O material coletado foi processado e as células-tronco isoladas nos laboratórios do Hemocentro do Hospital das Clínicas da FMRP e injetado em uma quantidade de 0,1 ml no olho de pior visão.  Após a injeção, os pacientes foram acompanhados de três em três meses até completar um ano. Nesse período, diz a pesquisadora, passaram por  procedimentos como medida da melhor acuidade visual corrigida, microperimetria, eletrorretinografia, autofluorescência, angiofluoresceinografia e tomografia de coerência óptica para avaliar a função visual e, também, responderam questionários para avaliar a qualidade de vida.

Segundo Carina Cotrim, o estudo é uma análise inicial para o uso dessas células no tratamento da Degeneração Macular Relacionada à Idade (DMRI) na forma seca, uma doença incapacitante, que leva à cegueira e afeta 8,7% dos idosos no mundo. “Até o momento, não existe nenhum tratamento efetivo e, portanto, é de grande importância estudos nessa área”, ressalta a pesquisadora.

Durante todo acompanhamento, afirma a cientista, o tratamento mostrou-se seguro e  o exame de angiofluoresceinografia não apresentou crescimento de vasos indesejados ou tumores na retina. “Houve melhora da visão da maioria dos pacientes tratados assim como maior estabilidade na fixação. Os idosos com menor grau da doença, ou seja, menor atrofia, apresentaram melhor evolução que aqueles com maior atrofia.

Para ela, a explicação para esse dado está no possível resgate funcional das células que ainda não morreram, mas não funcionam devido ao sofrimento. “Na avaliação da qualidade de vida, houve melhora significativa com ênfase na melhora da visão de cores e na saúde mental desses pacientes já aos seis meses de acompanhamento.”

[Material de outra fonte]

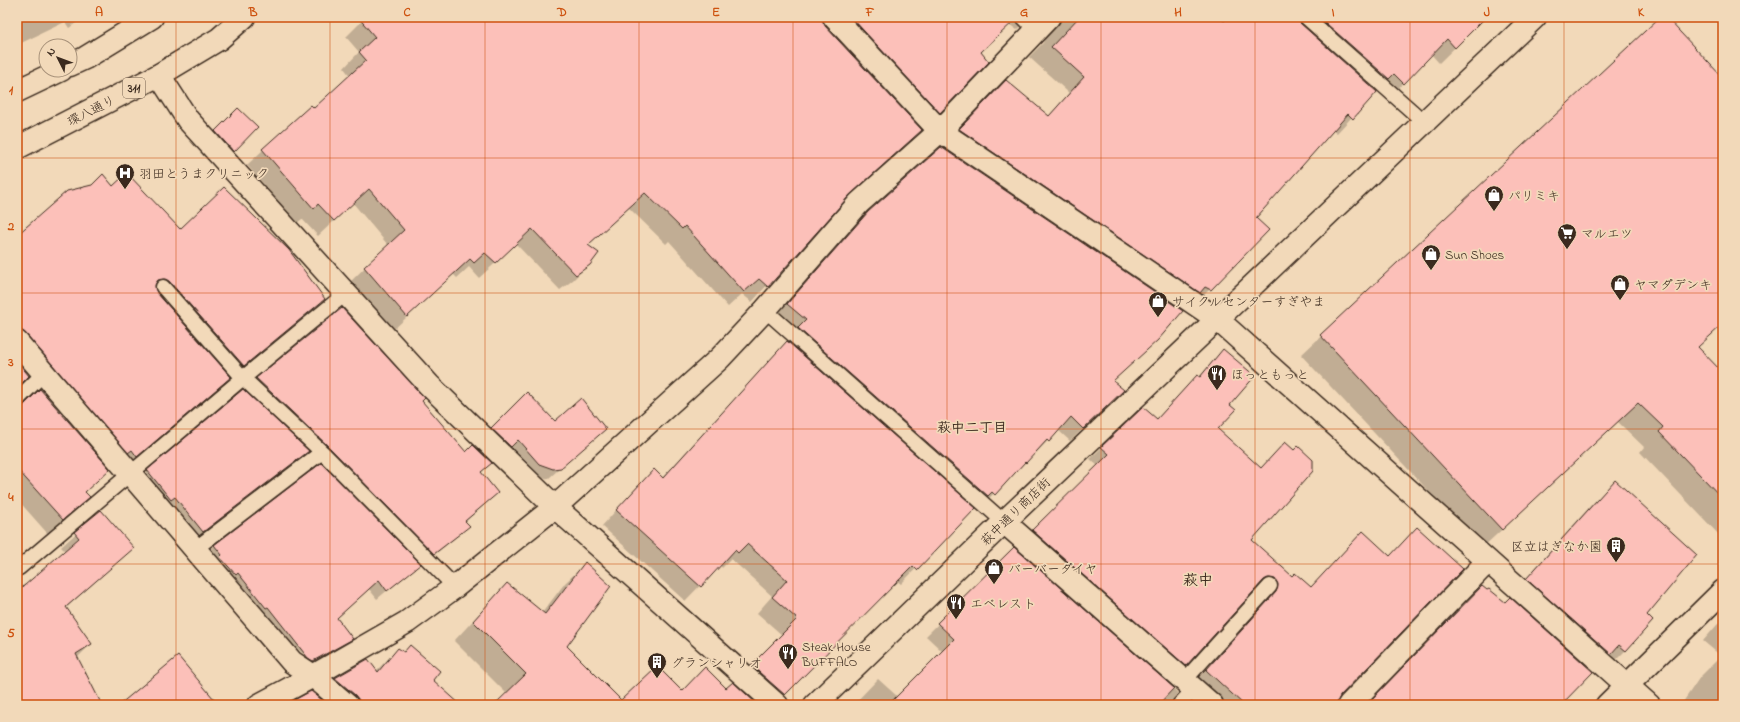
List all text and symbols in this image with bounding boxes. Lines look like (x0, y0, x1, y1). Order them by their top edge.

Carina Cotrim lembra que diversas células-tronco estão sendo estudadas para as doenças oculares em todo o mundo. Células semelhantes às utilizadas em seu estudo também foram avaliadas pela pesquisadora Susanna Park na Universidade da Califórnia, nos Estados Unidos, e também mostraram resultados animadores. A pesquisadora lembra, ainda, que o número de pacientes na pesquisa brasileira foi pequeno, por isso novos estudos devem ser realizados para ampliar os testes e confirmar os resultados.

O artigo Uso intravítreo de fração mononuclear da medula óssea (FMMO) contendo células CD 34+ em pacientes portadores de degeneração macular relacionada com a idade na forma atrófica” (Intravitreal use of bone marrow mononuclear fraction containing CD34 stem cells in patients with atrophic age-related macular degeneration) foi publicado na Revista Clinical Ophthalmology, no ano passado e resultado do mestrado de Carina Cotrim. Assinam também o artigo Luiza Toscano, André Messias, Rodrigo Jorge e o professor Rubens Camargo Siqueira, que foi orientador do mestrado, defendido em 2016.